[AIM OF THE TASK]:
Select, from the data, each line where "numbers" occurs.
-- -- --
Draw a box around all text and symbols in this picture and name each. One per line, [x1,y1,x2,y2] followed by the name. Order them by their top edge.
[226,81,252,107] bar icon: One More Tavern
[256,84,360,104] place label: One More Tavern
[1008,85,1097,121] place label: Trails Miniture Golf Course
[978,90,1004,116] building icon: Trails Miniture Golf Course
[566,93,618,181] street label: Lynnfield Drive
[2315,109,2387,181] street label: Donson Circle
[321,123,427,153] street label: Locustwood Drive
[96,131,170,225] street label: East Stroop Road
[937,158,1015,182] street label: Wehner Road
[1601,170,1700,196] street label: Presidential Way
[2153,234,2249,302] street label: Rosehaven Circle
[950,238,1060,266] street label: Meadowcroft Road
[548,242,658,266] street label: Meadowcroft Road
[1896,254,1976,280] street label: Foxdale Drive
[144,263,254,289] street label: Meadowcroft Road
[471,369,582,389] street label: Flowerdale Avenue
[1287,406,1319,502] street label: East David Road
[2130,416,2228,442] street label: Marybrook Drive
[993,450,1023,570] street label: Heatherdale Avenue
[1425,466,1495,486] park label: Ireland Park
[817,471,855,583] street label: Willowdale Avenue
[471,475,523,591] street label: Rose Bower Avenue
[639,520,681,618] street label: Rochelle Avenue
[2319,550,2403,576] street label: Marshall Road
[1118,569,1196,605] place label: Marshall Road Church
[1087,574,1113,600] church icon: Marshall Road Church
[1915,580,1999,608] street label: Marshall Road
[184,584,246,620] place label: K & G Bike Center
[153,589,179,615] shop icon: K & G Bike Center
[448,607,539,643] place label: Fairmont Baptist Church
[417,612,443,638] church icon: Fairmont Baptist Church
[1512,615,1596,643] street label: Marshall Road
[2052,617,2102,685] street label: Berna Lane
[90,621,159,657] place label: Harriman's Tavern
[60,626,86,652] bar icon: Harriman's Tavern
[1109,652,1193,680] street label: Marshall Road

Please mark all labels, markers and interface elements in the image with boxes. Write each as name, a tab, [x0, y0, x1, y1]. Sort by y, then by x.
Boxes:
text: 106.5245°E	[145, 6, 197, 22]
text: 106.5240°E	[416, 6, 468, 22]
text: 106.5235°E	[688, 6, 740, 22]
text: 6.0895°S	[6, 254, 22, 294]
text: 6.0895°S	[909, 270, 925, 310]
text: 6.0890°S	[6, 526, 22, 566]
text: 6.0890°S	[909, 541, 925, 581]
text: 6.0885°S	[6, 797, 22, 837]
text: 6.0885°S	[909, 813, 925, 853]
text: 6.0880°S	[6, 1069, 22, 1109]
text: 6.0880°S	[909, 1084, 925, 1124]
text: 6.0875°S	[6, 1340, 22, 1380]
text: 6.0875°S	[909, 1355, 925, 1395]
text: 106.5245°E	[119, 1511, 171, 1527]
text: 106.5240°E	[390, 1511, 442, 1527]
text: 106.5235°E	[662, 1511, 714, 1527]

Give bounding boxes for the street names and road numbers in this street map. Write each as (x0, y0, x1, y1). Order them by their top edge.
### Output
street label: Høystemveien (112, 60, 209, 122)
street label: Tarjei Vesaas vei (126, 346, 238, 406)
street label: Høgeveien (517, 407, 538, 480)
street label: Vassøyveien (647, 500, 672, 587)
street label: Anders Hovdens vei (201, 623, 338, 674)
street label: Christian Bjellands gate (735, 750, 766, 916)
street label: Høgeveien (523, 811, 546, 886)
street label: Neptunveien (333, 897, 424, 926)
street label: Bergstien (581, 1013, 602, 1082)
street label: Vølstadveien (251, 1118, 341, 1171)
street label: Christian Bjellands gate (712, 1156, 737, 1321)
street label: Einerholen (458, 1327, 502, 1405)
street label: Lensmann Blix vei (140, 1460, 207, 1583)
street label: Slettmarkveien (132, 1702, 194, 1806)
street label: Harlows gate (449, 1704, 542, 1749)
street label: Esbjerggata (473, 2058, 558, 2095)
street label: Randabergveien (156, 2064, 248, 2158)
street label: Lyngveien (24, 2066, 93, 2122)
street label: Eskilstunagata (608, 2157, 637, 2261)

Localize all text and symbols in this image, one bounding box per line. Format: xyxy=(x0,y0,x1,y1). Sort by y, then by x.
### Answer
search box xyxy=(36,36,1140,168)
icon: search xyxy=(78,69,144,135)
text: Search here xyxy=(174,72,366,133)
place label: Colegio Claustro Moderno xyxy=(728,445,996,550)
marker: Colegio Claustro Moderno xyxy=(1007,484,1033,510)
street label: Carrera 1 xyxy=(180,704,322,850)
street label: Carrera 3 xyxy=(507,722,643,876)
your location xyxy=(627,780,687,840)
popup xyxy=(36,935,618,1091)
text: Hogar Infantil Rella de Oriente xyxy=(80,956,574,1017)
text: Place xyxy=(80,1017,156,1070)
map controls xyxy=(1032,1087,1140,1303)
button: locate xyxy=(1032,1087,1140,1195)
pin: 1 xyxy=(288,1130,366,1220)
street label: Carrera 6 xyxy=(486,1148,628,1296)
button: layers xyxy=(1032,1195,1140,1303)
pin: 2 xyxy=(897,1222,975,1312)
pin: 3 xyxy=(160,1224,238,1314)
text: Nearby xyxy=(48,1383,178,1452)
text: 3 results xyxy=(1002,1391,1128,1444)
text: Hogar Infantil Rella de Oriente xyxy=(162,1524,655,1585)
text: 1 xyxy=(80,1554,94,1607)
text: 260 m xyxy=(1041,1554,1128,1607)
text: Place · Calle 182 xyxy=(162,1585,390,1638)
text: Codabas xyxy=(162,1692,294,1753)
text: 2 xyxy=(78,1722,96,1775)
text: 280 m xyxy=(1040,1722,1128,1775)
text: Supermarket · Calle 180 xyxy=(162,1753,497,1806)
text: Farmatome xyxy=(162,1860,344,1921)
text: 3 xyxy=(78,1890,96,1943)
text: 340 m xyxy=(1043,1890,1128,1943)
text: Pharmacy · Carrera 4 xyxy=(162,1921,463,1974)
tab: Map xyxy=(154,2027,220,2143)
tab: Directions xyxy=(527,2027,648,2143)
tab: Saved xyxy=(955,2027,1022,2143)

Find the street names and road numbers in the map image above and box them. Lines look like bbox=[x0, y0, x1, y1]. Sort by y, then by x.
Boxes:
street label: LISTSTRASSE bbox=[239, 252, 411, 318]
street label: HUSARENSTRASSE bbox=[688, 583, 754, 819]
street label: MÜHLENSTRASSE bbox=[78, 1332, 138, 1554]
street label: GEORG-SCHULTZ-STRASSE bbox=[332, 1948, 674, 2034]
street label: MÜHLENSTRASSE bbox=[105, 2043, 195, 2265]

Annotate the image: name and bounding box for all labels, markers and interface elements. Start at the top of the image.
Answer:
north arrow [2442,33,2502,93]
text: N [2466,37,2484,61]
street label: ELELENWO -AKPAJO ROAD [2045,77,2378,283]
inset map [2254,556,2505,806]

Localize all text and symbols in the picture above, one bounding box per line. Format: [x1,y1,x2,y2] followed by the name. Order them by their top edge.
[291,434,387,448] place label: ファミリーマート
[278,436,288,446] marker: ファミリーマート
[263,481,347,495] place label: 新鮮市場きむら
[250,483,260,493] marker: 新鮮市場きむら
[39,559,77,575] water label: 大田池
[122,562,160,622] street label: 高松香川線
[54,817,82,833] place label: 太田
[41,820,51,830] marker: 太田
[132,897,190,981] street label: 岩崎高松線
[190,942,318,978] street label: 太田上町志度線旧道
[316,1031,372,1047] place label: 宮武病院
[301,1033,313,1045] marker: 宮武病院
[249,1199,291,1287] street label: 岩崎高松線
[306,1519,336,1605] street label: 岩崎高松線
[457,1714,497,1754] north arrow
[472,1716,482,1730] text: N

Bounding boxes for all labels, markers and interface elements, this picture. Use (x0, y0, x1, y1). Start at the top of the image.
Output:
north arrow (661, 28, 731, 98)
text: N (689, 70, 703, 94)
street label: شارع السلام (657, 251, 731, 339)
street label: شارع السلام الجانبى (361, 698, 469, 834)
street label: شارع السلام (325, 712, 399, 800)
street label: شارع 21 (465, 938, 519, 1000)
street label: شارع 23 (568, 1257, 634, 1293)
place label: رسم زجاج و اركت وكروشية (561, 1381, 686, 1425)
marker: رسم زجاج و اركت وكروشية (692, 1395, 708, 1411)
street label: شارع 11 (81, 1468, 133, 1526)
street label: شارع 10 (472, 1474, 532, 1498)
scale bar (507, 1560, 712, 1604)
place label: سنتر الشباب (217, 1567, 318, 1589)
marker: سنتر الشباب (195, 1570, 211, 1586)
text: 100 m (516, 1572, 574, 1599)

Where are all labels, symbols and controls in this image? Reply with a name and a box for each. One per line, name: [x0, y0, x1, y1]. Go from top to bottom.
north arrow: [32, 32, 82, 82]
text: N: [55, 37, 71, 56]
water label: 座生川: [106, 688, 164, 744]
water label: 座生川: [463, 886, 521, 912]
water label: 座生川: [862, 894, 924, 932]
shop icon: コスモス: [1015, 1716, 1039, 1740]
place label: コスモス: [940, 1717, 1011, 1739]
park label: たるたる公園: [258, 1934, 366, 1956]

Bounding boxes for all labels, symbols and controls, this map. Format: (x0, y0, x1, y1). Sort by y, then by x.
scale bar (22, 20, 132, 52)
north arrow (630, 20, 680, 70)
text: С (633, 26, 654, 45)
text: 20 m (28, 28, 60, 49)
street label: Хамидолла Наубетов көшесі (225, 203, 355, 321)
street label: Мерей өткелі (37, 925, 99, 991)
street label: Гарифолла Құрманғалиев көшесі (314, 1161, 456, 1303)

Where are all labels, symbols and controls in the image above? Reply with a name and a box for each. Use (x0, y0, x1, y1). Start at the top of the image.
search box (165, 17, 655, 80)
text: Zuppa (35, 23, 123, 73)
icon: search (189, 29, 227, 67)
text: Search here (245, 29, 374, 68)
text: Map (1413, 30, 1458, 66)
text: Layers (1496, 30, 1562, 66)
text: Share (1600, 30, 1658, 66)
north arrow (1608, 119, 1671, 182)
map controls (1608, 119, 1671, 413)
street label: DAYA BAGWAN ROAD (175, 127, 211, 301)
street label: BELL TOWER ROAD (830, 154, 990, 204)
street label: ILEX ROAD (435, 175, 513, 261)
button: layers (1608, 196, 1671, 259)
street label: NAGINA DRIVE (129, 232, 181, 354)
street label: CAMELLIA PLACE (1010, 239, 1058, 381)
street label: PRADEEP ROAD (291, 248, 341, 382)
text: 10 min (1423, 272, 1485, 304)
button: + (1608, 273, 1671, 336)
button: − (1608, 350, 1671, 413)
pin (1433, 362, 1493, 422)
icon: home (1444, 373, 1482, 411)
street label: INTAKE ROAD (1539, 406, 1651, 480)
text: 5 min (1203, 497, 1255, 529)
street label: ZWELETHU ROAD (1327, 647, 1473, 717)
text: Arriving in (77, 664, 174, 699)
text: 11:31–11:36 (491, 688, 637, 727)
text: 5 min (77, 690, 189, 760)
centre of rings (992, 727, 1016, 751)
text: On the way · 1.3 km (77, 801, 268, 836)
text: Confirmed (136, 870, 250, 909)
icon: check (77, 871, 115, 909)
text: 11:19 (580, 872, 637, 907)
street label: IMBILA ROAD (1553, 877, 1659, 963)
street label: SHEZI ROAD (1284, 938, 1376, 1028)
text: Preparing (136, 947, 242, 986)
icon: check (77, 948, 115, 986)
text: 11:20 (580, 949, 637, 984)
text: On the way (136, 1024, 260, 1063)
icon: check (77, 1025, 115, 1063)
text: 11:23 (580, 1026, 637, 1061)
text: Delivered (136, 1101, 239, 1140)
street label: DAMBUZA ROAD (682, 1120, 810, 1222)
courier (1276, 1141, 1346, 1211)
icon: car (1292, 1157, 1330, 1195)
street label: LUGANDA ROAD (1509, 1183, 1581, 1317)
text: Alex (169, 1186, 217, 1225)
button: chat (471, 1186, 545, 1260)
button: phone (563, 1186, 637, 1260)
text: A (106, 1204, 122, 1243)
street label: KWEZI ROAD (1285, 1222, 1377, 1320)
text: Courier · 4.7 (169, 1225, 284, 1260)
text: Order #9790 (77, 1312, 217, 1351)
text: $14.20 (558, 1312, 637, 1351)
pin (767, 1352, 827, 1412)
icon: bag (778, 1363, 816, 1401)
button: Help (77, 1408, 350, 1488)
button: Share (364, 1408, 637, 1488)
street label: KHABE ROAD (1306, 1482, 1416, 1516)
-- -- --
[REPLY]:
Give bounding boxes for the street names and road numbers in this street map. Write each as (x0, y0, x1, y1). Order them by their top edge.
Find the street names and road numbers in the map image above and box them. Lines look like bbox=[x0, y0, x1, y1]. Sort by y, then by x.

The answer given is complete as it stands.